*Instructions to follow:* Among the entries, which lines carry the string "button"? Copy every one.

*Data extract:*
⁂

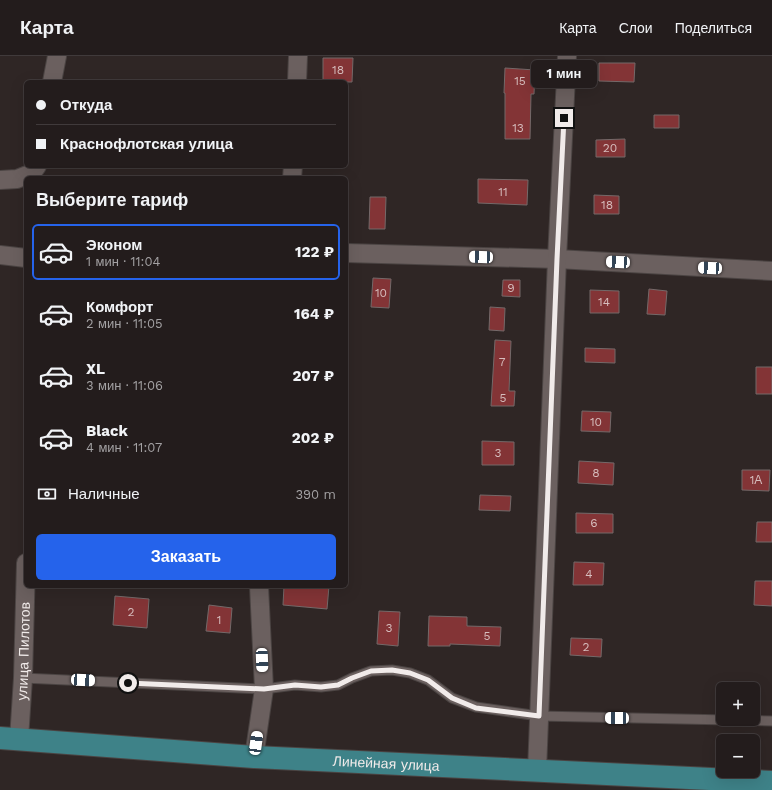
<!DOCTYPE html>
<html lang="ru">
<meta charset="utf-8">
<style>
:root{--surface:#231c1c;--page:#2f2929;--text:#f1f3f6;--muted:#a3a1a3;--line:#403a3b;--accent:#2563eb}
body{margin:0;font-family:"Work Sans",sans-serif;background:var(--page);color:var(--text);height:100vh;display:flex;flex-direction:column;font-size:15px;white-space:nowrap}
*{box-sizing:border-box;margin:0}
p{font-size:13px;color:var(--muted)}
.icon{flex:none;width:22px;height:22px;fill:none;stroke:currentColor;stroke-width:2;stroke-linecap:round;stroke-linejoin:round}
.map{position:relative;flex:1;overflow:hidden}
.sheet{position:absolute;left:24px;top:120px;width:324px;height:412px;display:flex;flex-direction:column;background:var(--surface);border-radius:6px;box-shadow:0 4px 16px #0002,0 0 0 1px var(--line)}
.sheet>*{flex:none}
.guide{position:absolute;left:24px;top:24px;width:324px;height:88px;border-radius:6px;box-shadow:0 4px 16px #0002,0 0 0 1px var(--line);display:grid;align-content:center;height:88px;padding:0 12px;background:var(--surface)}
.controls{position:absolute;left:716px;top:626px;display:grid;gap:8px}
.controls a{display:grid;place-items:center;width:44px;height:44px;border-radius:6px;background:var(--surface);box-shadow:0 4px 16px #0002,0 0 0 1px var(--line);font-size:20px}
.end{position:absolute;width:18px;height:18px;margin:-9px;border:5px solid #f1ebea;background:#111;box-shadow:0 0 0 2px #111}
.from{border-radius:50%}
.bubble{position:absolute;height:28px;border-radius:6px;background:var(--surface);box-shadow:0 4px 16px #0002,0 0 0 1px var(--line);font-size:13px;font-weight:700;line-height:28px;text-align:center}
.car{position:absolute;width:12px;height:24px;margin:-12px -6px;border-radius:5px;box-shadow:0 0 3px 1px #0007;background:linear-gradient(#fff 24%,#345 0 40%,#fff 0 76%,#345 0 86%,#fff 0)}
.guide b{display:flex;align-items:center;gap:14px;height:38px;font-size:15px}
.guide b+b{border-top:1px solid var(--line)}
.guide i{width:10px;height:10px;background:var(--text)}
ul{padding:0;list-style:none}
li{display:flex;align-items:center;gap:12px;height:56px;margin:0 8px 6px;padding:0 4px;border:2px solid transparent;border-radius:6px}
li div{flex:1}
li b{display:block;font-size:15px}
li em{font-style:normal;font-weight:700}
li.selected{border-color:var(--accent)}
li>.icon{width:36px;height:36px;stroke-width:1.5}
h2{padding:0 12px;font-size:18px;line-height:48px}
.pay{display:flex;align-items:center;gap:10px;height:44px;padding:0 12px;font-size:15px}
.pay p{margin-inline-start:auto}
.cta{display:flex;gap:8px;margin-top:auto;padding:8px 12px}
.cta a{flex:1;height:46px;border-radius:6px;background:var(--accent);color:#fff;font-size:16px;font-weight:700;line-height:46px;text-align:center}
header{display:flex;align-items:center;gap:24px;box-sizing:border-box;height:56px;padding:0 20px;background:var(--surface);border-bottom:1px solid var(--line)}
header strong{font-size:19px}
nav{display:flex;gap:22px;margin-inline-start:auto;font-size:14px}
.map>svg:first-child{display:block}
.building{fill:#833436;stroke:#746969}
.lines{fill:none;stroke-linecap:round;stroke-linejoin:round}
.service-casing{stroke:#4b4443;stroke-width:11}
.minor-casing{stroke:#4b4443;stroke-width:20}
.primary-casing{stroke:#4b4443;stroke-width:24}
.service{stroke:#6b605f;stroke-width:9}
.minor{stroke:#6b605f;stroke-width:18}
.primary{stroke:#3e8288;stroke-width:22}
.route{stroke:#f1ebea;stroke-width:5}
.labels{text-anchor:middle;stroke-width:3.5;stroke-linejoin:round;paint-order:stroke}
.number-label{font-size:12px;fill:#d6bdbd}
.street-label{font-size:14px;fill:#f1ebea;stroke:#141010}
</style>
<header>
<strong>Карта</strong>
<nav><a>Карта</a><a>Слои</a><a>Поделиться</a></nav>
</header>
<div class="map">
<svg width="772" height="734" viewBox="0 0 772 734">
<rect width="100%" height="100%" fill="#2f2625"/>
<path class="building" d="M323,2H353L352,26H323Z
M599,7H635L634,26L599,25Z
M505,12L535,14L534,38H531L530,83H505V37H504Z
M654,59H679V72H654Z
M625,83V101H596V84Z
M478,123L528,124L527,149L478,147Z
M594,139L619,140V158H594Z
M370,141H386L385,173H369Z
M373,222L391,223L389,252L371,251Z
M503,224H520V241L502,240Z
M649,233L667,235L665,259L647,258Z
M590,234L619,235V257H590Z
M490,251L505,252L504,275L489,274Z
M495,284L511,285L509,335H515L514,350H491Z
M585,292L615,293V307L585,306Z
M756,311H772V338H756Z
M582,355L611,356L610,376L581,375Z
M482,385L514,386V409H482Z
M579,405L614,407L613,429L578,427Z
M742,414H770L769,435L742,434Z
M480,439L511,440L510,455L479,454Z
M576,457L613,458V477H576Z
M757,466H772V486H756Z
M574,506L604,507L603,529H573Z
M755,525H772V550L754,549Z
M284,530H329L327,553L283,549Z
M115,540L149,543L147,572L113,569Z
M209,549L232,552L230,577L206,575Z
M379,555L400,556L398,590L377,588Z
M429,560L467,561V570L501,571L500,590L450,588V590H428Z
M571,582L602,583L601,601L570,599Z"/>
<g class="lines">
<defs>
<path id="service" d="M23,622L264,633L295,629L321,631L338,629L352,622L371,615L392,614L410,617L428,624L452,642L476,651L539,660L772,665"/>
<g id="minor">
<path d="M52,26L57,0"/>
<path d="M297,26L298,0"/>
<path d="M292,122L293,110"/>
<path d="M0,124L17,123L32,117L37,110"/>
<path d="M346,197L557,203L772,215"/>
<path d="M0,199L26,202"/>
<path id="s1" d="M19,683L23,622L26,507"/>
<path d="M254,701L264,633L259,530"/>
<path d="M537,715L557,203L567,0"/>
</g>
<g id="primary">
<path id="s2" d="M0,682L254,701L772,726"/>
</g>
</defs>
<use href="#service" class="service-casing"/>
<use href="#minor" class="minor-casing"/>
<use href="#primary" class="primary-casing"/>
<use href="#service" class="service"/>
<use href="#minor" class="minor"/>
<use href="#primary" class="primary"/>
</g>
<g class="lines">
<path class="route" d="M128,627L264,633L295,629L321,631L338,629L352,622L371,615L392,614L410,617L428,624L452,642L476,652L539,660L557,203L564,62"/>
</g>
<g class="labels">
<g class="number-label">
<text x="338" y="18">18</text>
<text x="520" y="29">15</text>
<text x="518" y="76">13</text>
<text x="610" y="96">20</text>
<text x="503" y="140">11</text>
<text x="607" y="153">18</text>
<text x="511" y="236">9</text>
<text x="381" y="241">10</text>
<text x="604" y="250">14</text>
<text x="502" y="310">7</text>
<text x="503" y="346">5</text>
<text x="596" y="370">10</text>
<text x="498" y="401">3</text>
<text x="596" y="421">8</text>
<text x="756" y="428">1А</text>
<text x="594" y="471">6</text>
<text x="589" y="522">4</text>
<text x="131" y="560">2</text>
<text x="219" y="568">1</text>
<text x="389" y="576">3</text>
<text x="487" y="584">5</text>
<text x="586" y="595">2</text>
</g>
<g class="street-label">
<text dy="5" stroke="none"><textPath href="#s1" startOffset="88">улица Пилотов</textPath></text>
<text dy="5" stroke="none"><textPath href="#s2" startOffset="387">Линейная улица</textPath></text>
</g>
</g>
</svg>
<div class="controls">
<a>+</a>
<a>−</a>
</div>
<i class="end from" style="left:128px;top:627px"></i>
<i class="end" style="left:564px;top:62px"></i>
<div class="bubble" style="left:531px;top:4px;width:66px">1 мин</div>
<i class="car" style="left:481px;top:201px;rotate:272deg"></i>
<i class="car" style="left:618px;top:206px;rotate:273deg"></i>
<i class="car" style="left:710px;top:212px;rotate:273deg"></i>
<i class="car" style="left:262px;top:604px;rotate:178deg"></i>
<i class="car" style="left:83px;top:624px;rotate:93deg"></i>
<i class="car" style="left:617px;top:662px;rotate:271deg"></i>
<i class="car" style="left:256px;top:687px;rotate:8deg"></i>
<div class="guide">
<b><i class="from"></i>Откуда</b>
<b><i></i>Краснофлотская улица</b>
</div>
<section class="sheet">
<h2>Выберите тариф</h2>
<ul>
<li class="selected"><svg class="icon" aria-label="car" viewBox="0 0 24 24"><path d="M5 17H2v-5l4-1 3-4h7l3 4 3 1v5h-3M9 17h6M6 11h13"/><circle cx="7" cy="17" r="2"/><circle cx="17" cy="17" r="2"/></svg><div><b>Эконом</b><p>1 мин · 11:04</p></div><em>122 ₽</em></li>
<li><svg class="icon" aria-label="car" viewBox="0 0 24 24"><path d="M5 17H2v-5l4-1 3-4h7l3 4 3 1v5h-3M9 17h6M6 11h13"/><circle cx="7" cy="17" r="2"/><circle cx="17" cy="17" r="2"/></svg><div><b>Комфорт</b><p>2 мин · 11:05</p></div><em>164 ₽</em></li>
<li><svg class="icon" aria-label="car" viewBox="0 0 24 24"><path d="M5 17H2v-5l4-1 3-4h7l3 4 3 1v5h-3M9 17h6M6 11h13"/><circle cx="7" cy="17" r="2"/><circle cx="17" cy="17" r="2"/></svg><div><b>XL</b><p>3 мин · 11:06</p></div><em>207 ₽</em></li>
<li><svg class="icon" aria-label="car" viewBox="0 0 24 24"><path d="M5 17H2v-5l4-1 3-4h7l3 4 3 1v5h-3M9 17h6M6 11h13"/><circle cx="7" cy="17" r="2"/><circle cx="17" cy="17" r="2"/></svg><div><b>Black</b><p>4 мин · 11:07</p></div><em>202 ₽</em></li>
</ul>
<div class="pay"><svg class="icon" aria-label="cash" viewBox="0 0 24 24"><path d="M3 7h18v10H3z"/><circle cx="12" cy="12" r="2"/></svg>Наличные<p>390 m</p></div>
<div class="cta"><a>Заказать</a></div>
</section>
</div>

⁂

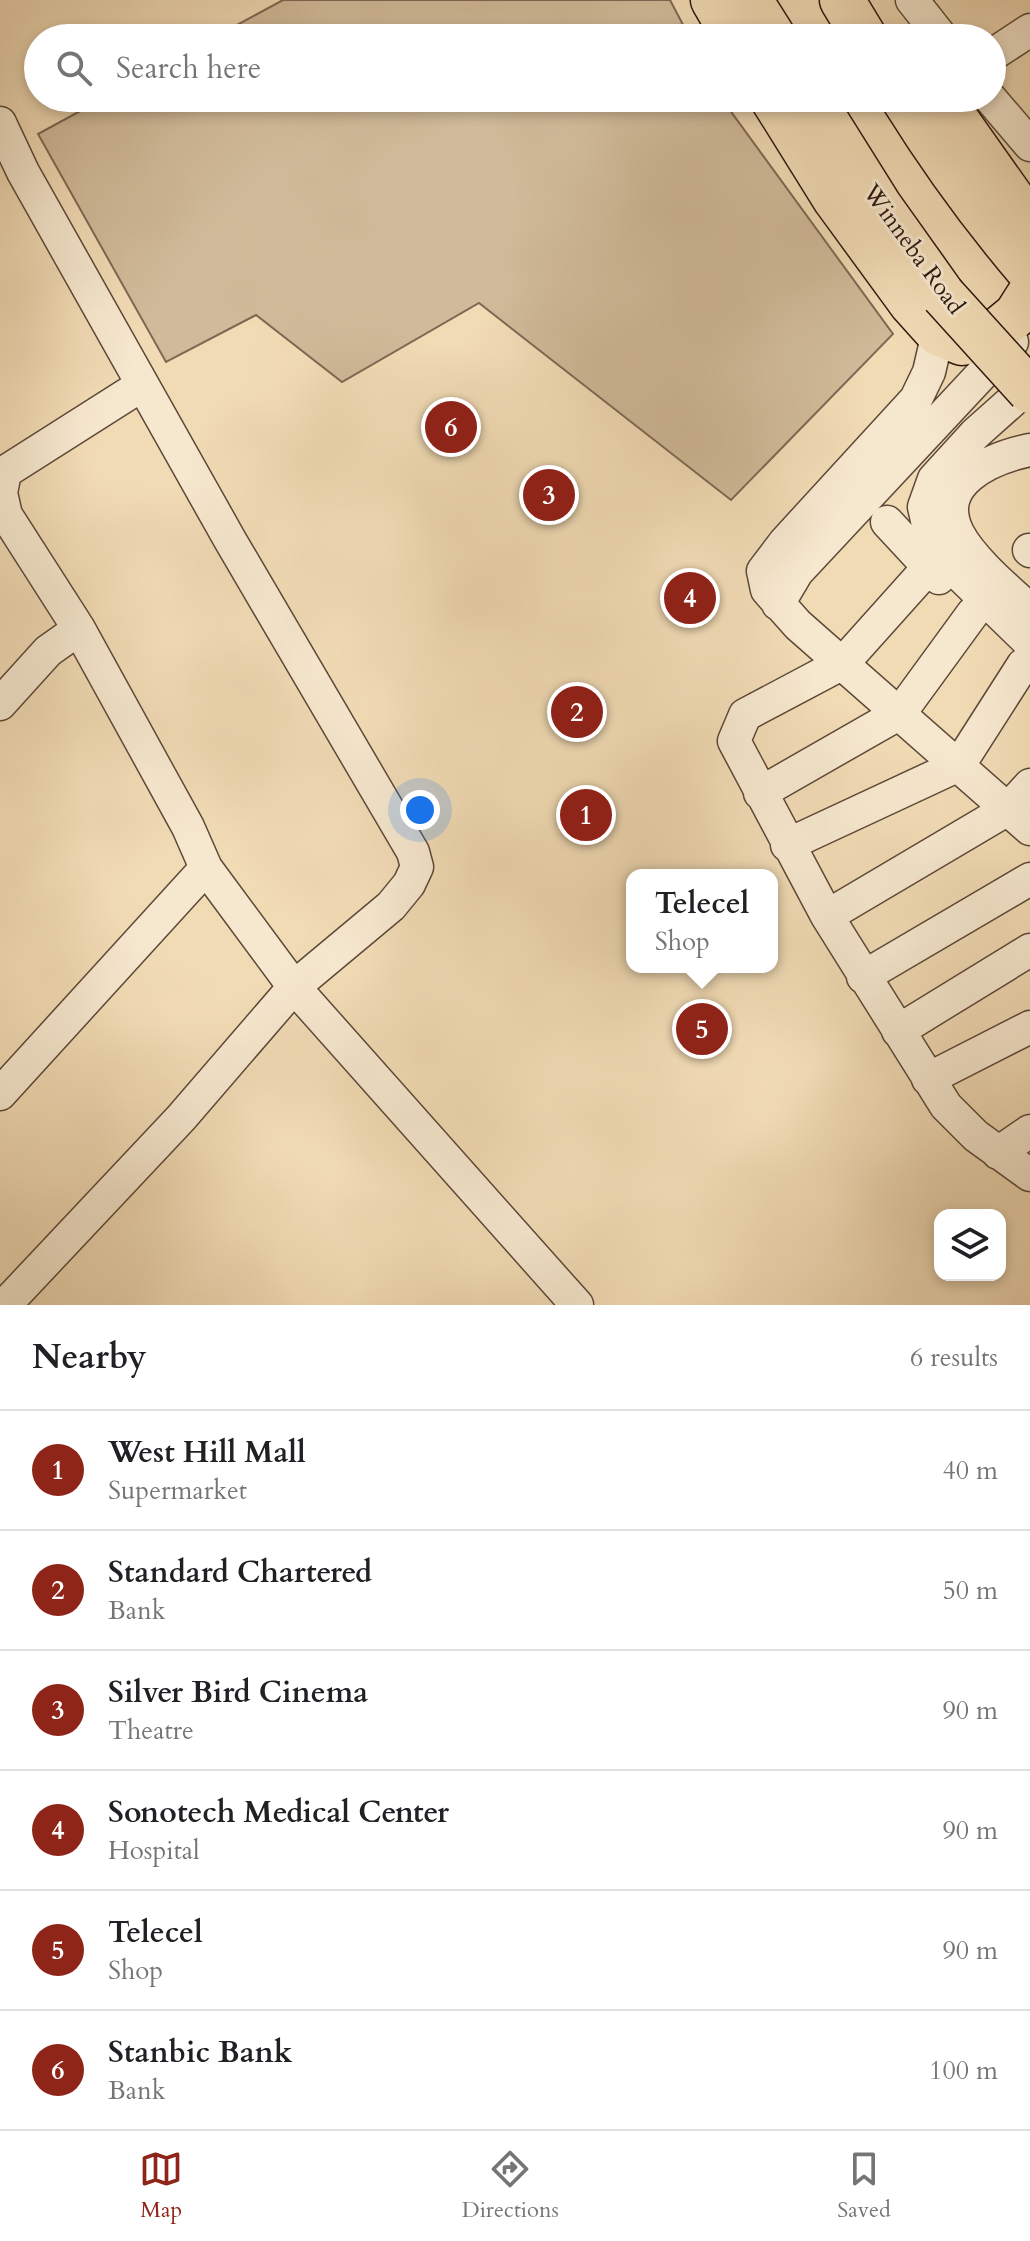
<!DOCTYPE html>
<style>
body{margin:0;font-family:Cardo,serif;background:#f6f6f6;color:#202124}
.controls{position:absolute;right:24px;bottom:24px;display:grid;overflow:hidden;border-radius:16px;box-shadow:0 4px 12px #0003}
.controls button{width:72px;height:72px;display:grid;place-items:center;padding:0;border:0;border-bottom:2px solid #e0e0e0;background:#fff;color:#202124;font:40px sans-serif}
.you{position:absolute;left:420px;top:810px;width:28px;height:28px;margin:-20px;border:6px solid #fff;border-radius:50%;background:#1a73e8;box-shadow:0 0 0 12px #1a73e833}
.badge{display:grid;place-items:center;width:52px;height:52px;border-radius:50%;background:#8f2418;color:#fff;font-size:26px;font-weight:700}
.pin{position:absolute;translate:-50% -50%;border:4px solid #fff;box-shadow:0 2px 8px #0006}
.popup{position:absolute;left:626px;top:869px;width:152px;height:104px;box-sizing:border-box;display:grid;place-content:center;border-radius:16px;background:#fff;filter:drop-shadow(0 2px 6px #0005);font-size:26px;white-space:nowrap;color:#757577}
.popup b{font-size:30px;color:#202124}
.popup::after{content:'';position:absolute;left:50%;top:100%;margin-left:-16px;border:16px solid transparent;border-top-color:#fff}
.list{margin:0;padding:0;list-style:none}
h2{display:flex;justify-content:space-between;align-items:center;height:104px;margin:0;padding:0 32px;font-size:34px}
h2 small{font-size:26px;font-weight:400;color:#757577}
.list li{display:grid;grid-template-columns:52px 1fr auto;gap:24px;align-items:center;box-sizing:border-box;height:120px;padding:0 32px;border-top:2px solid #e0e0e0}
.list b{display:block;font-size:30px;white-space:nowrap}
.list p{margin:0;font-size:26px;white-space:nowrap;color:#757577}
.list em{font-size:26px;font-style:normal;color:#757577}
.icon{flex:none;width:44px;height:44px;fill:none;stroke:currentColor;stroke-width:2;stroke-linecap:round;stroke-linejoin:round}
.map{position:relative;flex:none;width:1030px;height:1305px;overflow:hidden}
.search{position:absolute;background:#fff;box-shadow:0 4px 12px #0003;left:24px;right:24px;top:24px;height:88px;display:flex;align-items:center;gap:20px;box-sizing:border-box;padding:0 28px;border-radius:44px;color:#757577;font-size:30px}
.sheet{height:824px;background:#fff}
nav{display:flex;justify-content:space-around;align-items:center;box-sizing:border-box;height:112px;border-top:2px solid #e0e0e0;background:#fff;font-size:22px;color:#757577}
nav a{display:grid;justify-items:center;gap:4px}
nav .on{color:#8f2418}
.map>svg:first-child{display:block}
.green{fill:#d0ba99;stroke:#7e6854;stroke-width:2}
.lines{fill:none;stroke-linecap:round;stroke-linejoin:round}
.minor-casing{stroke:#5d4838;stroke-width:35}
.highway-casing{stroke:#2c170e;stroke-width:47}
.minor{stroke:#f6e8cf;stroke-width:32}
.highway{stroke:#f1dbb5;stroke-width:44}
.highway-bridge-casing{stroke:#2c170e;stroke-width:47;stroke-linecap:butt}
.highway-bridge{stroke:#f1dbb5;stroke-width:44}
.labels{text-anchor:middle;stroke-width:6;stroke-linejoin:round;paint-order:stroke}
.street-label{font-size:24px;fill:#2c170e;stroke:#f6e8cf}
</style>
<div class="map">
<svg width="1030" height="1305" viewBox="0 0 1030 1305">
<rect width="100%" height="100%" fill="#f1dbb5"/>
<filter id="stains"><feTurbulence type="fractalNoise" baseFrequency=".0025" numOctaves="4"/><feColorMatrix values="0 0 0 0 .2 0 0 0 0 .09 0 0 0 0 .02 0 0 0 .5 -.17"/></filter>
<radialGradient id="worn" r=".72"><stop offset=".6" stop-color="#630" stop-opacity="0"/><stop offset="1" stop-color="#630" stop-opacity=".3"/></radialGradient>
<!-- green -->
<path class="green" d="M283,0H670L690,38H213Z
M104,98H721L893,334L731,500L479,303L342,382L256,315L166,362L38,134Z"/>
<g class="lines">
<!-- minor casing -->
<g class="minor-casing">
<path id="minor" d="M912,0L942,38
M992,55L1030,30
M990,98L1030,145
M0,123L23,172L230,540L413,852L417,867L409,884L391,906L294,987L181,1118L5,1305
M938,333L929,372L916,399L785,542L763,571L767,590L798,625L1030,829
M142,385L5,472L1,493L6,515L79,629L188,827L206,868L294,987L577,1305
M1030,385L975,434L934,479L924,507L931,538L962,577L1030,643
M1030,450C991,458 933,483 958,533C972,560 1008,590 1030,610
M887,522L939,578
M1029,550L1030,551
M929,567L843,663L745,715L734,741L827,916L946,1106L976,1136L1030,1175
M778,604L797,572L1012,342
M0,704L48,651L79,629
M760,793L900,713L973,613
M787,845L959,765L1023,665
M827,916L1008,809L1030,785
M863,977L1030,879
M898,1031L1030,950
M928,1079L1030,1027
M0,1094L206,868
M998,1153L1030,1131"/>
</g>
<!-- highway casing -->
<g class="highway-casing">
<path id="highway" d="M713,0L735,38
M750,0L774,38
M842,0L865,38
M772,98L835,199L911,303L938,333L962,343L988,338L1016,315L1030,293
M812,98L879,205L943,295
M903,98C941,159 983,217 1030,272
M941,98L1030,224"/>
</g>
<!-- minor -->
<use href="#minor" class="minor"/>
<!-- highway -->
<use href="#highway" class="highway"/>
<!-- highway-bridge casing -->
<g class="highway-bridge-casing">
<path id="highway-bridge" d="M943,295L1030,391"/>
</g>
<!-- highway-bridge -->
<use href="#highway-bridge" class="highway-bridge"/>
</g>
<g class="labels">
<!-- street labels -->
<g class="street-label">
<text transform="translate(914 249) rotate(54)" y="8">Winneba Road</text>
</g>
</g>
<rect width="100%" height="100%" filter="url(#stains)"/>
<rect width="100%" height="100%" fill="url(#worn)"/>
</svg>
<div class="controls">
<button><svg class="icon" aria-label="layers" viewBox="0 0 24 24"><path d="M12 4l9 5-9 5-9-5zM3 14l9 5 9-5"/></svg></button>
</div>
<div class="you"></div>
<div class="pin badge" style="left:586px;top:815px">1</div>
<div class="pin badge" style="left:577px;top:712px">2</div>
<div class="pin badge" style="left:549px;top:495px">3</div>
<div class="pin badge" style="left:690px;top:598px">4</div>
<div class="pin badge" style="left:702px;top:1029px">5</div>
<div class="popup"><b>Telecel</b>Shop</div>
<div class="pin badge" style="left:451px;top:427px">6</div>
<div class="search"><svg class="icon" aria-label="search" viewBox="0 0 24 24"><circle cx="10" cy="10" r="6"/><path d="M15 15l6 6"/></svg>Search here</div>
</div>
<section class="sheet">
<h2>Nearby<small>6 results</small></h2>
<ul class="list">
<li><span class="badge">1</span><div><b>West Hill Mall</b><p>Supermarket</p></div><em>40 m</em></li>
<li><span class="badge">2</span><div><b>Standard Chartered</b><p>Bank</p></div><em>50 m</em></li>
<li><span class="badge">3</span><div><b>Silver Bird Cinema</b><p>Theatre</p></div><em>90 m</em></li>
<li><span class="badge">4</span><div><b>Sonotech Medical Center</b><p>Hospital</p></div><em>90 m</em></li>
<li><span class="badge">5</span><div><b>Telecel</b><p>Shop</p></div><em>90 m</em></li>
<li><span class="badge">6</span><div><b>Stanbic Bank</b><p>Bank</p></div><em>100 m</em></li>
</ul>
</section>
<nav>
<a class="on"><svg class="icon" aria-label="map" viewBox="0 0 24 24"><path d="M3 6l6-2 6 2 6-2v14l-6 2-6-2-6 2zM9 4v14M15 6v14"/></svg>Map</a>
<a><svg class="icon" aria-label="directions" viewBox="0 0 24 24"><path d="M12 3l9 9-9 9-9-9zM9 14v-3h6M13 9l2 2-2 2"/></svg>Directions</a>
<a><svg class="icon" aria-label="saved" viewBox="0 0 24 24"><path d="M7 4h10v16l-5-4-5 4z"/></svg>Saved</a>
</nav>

⁂

*Task output:*
.controls button{width:72px;height:72px;display:grid;place-items:center;padding:0;border:0;border-bottom:2px solid #e0e0e0;background:#fff;color:#202124;font:40px sans-serif}
<button><svg class="icon" aria-label="layers" viewBox="0 0 24 24"><path d="M12 4l9 5-9 5-9-5zM3 14l9 5 9-5"/></svg></button>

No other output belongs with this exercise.